▶ [The task] In full and without change, retype the records.

▶ [Data in this exercise]
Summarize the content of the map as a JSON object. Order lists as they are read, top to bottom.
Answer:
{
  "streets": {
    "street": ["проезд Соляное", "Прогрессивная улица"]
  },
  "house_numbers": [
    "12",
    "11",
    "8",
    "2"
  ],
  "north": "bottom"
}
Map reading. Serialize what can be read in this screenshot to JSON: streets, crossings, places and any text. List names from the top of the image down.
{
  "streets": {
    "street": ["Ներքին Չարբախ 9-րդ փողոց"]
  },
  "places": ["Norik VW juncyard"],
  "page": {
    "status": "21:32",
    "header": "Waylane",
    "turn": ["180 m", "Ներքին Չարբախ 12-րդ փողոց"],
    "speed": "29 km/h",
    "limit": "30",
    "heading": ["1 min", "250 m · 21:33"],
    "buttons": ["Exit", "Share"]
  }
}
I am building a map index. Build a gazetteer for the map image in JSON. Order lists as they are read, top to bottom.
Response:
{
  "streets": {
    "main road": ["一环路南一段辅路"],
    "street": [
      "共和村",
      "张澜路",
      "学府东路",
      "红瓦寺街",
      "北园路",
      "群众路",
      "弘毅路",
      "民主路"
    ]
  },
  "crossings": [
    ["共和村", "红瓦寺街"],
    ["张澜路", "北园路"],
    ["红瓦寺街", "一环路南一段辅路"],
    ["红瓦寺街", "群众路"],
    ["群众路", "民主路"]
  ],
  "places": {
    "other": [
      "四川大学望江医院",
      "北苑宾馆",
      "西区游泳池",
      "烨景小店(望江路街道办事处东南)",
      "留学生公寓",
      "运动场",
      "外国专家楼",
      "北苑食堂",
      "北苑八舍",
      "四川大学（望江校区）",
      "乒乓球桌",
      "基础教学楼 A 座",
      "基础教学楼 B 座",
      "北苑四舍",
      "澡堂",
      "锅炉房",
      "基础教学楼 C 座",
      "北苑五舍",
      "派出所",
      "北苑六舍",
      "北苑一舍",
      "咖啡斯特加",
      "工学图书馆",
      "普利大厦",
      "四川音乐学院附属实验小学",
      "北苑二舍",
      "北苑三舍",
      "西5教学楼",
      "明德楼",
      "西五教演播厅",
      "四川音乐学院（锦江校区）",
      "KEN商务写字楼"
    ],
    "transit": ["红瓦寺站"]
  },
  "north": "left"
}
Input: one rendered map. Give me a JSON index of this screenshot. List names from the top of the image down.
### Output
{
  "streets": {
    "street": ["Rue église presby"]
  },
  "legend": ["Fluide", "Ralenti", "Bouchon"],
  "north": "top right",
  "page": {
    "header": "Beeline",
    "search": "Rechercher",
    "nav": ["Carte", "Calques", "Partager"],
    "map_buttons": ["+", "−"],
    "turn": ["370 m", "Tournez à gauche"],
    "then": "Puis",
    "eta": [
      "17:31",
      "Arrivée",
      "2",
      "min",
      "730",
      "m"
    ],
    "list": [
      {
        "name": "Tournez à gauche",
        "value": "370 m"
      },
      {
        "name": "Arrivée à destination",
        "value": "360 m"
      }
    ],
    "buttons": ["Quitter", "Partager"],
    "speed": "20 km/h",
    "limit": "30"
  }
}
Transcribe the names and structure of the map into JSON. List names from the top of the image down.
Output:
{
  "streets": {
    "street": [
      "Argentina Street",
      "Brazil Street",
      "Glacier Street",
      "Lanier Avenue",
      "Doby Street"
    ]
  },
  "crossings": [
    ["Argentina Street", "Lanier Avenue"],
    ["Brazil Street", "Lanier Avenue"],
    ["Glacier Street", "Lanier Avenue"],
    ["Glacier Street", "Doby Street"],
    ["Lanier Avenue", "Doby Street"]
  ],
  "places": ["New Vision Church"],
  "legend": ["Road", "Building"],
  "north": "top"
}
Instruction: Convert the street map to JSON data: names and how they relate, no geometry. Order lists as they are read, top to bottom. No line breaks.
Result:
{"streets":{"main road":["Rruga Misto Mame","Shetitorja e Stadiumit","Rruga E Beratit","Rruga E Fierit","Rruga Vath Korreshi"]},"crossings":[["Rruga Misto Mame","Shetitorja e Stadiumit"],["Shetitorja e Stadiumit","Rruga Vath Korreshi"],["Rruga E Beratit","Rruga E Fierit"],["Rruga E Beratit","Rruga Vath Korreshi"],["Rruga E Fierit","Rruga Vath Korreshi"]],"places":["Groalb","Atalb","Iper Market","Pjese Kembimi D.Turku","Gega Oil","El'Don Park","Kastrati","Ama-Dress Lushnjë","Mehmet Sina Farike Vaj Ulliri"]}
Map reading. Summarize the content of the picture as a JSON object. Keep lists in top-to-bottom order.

▶ [Output for this task]
Summarize the content of the map as a JSON object. Order lists as they are read, top to bottom.
Answer:
{
  "streets": {
    "street": ["проезд Соляное", "Прогрессивная улица"]
  },
  "house_numbers": [
    "12",
    "11",
    "8",
    "2"
  ],
  "north": "bottom"
}
Map reading. Serialize what can be read in this screenshot to JSON: streets, crossings, places and any text. List names from the top of the image down.
{
  "streets": {
    "street": ["Ներքին Չարբախ 9-րդ փողոց"]
  },
  "places": ["Norik VW juncyard"],
  "page": {
    "status": "21:32",
    "header": "Waylane",
    "turn": ["180 m", "Ներքին Չարբախ 12-րդ փողոց"],
    "speed": "29 km/h",
    "limit": "30",
    "heading": ["1 min", "250 m · 21:33"],
    "buttons": ["Exit", "Share"]
  }
}
I am building a map index. Build a gazetteer for the map image in JSON. Order lists as they are read, top to bottom.
Response:
{
  "streets": {
    "main road": ["一环路南一段辅路"],
    "street": [
      "共和村",
      "张澜路",
      "学府东路",
      "红瓦寺街",
      "北园路",
      "群众路",
      "弘毅路",
      "民主路"
    ]
  },
  "crossings": [
    ["共和村", "红瓦寺街"],
    ["张澜路", "北园路"],
    ["红瓦寺街", "一环路南一段辅路"],
    ["红瓦寺街", "群众路"],
    ["群众路", "民主路"]
  ],
  "places": {
    "other": [
      "四川大学望江医院",
      "北苑宾馆",
      "西区游泳池",
      "烨景小店(望江路街道办事处东南)",
      "留学生公寓",
      "运动场",
      "外国专家楼",
      "北苑食堂",
      "北苑八舍",
      "四川大学（望江校区）",
      "乒乓球桌",
      "基础教学楼 A 座",
      "基础教学楼 B 座",
      "北苑四舍",
      "澡堂",
      "锅炉房",
      "基础教学楼 C 座",
      "北苑五舍",
      "派出所",
      "北苑六舍",
      "北苑一舍",
      "咖啡斯特加",
      "工学图书馆",
      "普利大厦",
      "四川音乐学院附属实验小学",
      "北苑二舍",
      "北苑三舍",
      "西5教学楼",
      "明德楼",
      "西五教演播厅",
      "四川音乐学院（锦江校区）",
      "KEN商务写字楼"
    ],
    "transit": ["红瓦寺站"]
  },
  "north": "left"
}
Input: one rendered map. Give me a JSON index of this screenshot. List names from the top of the image down.
### Output
{
  "streets": {
    "street": ["Rue église presby"]
  },
  "legend": ["Fluide", "Ralenti", "Bouchon"],
  "north": "top right",
  "page": {
    "header": "Beeline",
    "search": "Rechercher",
    "nav": ["Carte", "Calques", "Partager"],
    "map_buttons": ["+", "−"],
    "turn": ["370 m", "Tournez à gauche"],
    "then": "Puis",
    "eta": [
      "17:31",
      "Arrivée",
      "2",
      "min",
      "730",
      "m"
    ],
    "list": [
      {
        "name": "Tournez à gauche",
        "value": "370 m"
      },
      {
        "name": "Arrivée à destination",
        "value": "360 m"
      }
    ],
    "buttons": ["Quitter", "Partager"],
    "speed": "20 km/h",
    "limit": "30"
  }
}
Transcribe the names and structure of the map into JSON. List names from the top of the image down.
Output:
{
  "streets": {
    "street": [
      "Argentina Street",
      "Brazil Street",
      "Glacier Street",
      "Lanier Avenue",
      "Doby Street"
    ]
  },
  "crossings": [
    ["Argentina Street", "Lanier Avenue"],
    ["Brazil Street", "Lanier Avenue"],
    ["Glacier Street", "Lanier Avenue"],
    ["Glacier Street", "Doby Street"],
    ["Lanier Avenue", "Doby Street"]
  ],
  "places": ["New Vision Church"],
  "legend": ["Road", "Building"],
  "north": "top"
}
Instruction: Convert the street map to JSON data: names and how they relate, no geometry. Order lists as they are read, top to bottom. No line breaks.
Result:
{"streets":{"main road":["Rruga Misto Mame","Shetitorja e Stadiumit","Rruga E Beratit","Rruga E Fierit","Rruga Vath Korreshi"]},"crossings":[["Rruga Misto Mame","Shetitorja e Stadiumit"],["Shetitorja e Stadiumit","Rruga Vath Korreshi"],["Rruga E Beratit","Rruga E Fierit"],["Rruga E Beratit","Rruga Vath Korreshi"],["Rruga E Fierit","Rruga Vath Korreshi"]],"places":["Groalb","Atalb","Iper Market","Pjese Kembimi D.Turku","Gega Oil","El'Don Park","Kastrati","Ama-Dress Lushnjë","Mehmet Sina Farike Vaj Ulliri"]}
Map reading. Summarize the content of the picture as a JSON object. Keep lists in top-to-bottom order.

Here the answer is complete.